Resulting heat will cause the metal to evaporate, the vapor will then be condensed in the cold dispersing medium, resulting in condensation in the form of particle-particle kolid. Because the metal is converted into particle kolid with metal steam process, then this method is considered as a method of dispersion.

Purification of Colloids

1) Dialysis

Dialysis is the separation of colloidal ions bullies in this way is called dialysis. That mixed with a fluid with colloid through a semipermeable membrane that serves as a filter. Semipermeable membrane can pass but can not be bypassed liquid colloids, so that the colloidal and liquid will be separated.
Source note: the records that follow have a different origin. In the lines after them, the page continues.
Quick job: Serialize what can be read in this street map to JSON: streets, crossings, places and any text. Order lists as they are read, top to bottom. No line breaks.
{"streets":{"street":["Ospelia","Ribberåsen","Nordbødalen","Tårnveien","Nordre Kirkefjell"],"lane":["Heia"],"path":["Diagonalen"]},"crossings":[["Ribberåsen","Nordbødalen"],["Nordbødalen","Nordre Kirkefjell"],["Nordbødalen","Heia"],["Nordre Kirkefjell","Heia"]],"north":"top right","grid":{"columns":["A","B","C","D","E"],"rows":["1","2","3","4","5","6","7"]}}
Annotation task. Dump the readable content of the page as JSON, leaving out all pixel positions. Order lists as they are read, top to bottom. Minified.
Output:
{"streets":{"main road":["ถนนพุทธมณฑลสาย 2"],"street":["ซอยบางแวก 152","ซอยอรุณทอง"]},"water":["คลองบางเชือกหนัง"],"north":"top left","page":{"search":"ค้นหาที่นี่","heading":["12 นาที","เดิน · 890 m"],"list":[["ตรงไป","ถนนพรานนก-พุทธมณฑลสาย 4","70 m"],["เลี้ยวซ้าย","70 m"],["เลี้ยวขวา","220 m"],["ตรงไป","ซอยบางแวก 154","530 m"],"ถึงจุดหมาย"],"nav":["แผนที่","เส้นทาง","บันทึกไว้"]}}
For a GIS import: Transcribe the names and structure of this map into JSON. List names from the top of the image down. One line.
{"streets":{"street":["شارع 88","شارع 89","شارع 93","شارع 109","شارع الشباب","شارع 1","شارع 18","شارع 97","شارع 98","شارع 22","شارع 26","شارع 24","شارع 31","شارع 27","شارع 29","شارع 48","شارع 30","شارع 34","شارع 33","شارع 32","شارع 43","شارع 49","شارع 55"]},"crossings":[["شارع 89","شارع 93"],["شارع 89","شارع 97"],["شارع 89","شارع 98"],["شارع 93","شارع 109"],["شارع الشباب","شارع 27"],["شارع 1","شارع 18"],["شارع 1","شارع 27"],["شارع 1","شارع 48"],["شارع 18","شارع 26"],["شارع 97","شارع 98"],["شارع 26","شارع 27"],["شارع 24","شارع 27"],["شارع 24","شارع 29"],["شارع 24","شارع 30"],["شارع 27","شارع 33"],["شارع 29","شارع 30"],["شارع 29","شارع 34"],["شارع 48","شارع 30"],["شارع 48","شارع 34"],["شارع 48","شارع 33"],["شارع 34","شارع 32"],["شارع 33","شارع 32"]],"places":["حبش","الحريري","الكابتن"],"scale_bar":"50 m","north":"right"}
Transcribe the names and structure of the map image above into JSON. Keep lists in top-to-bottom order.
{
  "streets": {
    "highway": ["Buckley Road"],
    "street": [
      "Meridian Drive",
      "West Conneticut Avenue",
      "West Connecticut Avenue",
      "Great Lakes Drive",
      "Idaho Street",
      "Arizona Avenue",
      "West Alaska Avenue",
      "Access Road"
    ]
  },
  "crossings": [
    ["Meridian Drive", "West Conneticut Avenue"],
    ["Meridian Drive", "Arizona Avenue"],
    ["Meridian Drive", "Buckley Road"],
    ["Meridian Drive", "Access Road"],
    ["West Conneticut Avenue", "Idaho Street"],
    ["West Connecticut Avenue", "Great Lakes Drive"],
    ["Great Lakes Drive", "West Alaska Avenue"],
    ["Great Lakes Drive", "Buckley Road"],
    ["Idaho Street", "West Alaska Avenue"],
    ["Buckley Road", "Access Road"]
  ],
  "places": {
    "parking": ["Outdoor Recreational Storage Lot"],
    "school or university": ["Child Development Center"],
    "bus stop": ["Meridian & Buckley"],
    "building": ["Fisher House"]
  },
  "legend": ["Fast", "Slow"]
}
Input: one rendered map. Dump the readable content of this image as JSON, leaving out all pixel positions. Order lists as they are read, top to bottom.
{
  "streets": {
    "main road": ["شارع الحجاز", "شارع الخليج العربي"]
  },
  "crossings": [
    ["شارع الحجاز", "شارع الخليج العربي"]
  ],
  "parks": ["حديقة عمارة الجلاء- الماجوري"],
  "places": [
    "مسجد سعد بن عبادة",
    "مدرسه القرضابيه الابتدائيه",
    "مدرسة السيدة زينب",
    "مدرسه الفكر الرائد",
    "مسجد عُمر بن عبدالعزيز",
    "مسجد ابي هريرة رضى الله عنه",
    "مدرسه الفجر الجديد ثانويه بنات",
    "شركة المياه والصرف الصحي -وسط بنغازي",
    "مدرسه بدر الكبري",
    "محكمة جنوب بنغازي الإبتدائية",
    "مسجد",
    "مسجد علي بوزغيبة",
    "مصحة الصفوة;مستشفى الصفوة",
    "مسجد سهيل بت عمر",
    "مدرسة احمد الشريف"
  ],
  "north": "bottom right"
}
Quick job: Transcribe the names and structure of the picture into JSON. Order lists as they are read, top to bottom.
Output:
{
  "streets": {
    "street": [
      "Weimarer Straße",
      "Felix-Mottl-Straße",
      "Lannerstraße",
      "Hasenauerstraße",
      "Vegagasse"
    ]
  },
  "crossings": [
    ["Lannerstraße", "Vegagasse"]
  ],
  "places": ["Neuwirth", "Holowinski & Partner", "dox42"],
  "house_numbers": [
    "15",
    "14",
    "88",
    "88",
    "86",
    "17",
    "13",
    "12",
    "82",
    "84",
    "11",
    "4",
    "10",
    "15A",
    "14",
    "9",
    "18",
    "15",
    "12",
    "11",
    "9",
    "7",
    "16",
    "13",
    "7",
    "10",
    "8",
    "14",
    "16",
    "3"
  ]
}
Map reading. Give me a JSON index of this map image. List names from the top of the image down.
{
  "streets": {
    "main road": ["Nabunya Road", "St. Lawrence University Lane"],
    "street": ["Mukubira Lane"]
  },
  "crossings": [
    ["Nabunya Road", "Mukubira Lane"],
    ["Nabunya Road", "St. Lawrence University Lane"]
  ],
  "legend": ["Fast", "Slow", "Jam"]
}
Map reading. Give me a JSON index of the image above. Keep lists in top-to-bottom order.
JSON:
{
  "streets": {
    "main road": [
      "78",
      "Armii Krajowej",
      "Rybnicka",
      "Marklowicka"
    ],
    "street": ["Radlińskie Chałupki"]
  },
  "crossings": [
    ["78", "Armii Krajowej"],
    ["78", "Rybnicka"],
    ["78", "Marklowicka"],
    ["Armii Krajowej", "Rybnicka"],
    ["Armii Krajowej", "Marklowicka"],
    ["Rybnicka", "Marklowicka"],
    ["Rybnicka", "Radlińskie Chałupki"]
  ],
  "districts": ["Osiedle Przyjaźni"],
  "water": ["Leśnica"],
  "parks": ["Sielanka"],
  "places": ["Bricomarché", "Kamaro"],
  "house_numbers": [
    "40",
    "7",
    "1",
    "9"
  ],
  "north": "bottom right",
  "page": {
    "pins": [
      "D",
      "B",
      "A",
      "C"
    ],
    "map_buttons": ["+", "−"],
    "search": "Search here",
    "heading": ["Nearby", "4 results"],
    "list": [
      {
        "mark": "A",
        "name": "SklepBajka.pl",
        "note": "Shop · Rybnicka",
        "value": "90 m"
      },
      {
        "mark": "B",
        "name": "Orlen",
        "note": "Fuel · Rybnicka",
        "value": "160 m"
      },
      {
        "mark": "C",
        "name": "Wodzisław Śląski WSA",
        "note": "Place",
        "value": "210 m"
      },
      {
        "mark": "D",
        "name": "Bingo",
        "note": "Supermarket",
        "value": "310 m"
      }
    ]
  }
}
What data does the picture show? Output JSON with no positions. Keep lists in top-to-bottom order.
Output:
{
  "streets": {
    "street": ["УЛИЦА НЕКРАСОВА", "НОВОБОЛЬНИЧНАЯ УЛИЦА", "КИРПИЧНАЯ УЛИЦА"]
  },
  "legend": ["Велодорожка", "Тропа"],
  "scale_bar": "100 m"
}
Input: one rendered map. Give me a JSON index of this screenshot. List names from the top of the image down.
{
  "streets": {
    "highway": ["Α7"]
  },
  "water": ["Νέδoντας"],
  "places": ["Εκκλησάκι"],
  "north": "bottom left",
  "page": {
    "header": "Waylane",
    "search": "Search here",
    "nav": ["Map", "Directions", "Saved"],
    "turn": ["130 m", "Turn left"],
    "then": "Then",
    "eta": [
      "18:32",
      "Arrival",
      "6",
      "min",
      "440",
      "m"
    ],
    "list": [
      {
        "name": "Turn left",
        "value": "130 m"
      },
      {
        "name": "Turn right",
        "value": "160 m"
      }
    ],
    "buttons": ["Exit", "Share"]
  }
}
One of the dialysis process is the utilization of blood washing apparatus (Haemodialisis). In this process the bad blood from the patient is passed in pipes made of semipermeable membranes. Semipermeable pipe is drained fluid that serves as a washer (usually blood plasma), the ions in the blood stream will carry dirty blood plasma.

2) Ultra Filters

Kolid particles can not be filtered as regular paper filter, because the filter paper pores are too large compared to the size of the particles. However, if the filter paper is impregnated with cellulose such as cellophane, the pore size of paper will often be reduced. The modified filter paper is called ultra filter.

The purification process using ultra filters are slow, so the pressure should be increased to speed up this process. Lastly, particle-particle colloids will teringgal on filter paper. Kolid particles will be separated by size, by using ultra filter stages.

FILE colloidal systems PLEASE DOWNLOAD HERE ...!!!!!!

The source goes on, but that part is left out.